= Beginning of Section =
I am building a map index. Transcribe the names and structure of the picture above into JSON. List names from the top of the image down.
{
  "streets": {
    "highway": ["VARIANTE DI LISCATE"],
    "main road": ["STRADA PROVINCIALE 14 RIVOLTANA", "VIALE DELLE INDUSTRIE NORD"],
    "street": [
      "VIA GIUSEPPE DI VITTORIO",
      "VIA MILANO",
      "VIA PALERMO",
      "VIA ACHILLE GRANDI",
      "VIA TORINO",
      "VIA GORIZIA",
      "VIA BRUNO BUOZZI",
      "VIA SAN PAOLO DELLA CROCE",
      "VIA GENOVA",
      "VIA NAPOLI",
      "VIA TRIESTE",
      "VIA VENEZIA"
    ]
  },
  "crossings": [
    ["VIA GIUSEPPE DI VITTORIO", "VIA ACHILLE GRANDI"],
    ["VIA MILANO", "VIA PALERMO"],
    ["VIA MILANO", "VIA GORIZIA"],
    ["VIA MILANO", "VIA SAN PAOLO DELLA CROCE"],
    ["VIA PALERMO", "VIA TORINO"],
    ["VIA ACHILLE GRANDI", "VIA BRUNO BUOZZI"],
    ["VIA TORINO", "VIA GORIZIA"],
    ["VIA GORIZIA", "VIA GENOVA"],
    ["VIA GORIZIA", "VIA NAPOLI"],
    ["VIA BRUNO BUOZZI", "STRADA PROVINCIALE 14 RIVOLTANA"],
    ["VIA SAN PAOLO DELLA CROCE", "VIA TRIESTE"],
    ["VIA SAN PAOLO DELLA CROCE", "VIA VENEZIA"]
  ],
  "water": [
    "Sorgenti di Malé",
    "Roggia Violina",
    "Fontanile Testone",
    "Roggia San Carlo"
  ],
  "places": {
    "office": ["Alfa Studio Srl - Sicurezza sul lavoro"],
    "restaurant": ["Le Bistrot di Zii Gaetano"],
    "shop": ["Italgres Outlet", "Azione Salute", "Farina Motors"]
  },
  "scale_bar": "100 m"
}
= End of Section =
■ Work required:
Please reproduce each record precisely as written.

■ Response:
I am building a map index. Transcribe the names and structure of the picture above into JSON. List names from the top of the image down.
{
  "streets": {
    "highway": ["VARIANTE DI LISCATE"],
    "main road": ["STRADA PROVINCIALE 14 RIVOLTANA", "VIALE DELLE INDUSTRIE NORD"],
    "street": [
      "VIA GIUSEPPE DI VITTORIO",
      "VIA MILANO",
      "VIA PALERMO",
      "VIA ACHILLE GRANDI",
      "VIA TORINO",
      "VIA GORIZIA",
      "VIA BRUNO BUOZZI",
      "VIA SAN PAOLO DELLA CROCE",
      "VIA GENOVA",
      "VIA NAPOLI",
      "VIA TRIESTE",
      "VIA VENEZIA"
    ]
  },
  "crossings": [
    ["VIA GIUSEPPE DI VITTORIO", "VIA ACHILLE GRANDI"],
    ["VIA MILANO", "VIA PALERMO"],
    ["VIA MILANO", "VIA GORIZIA"],
    ["VIA MILANO", "VIA SAN PAOLO DELLA CROCE"],
    ["VIA PALERMO", "VIA TORINO"],
    ["VIA ACHILLE GRANDI", "VIA BRUNO BUOZZI"],
    ["VIA TORINO", "VIA GORIZIA"],
    ["VIA GORIZIA", "VIA GENOVA"],
    ["VIA GORIZIA", "VIA NAPOLI"],
    ["VIA BRUNO BUOZZI", "STRADA PROVINCIALE 14 RIVOLTANA"],
    ["VIA SAN PAOLO DELLA CROCE", "VIA TRIESTE"],
    ["VIA SAN PAOLO DELLA CROCE", "VIA VENEZIA"]
  ],
  "water": [
    "Sorgenti di Malé",
    "Roggia Violina",
    "Fontanile Testone",
    "Roggia San Carlo"
  ],
  "places": {
    "office": ["Alfa Studio Srl - Sicurezza sul lavoro"],
    "restaurant": ["Le Bistrot di Zii Gaetano"],
    "shop": ["Italgres Outlet", "Azione Salute", "Farina Motors"]
  },
  "scale_bar": "100 m"
}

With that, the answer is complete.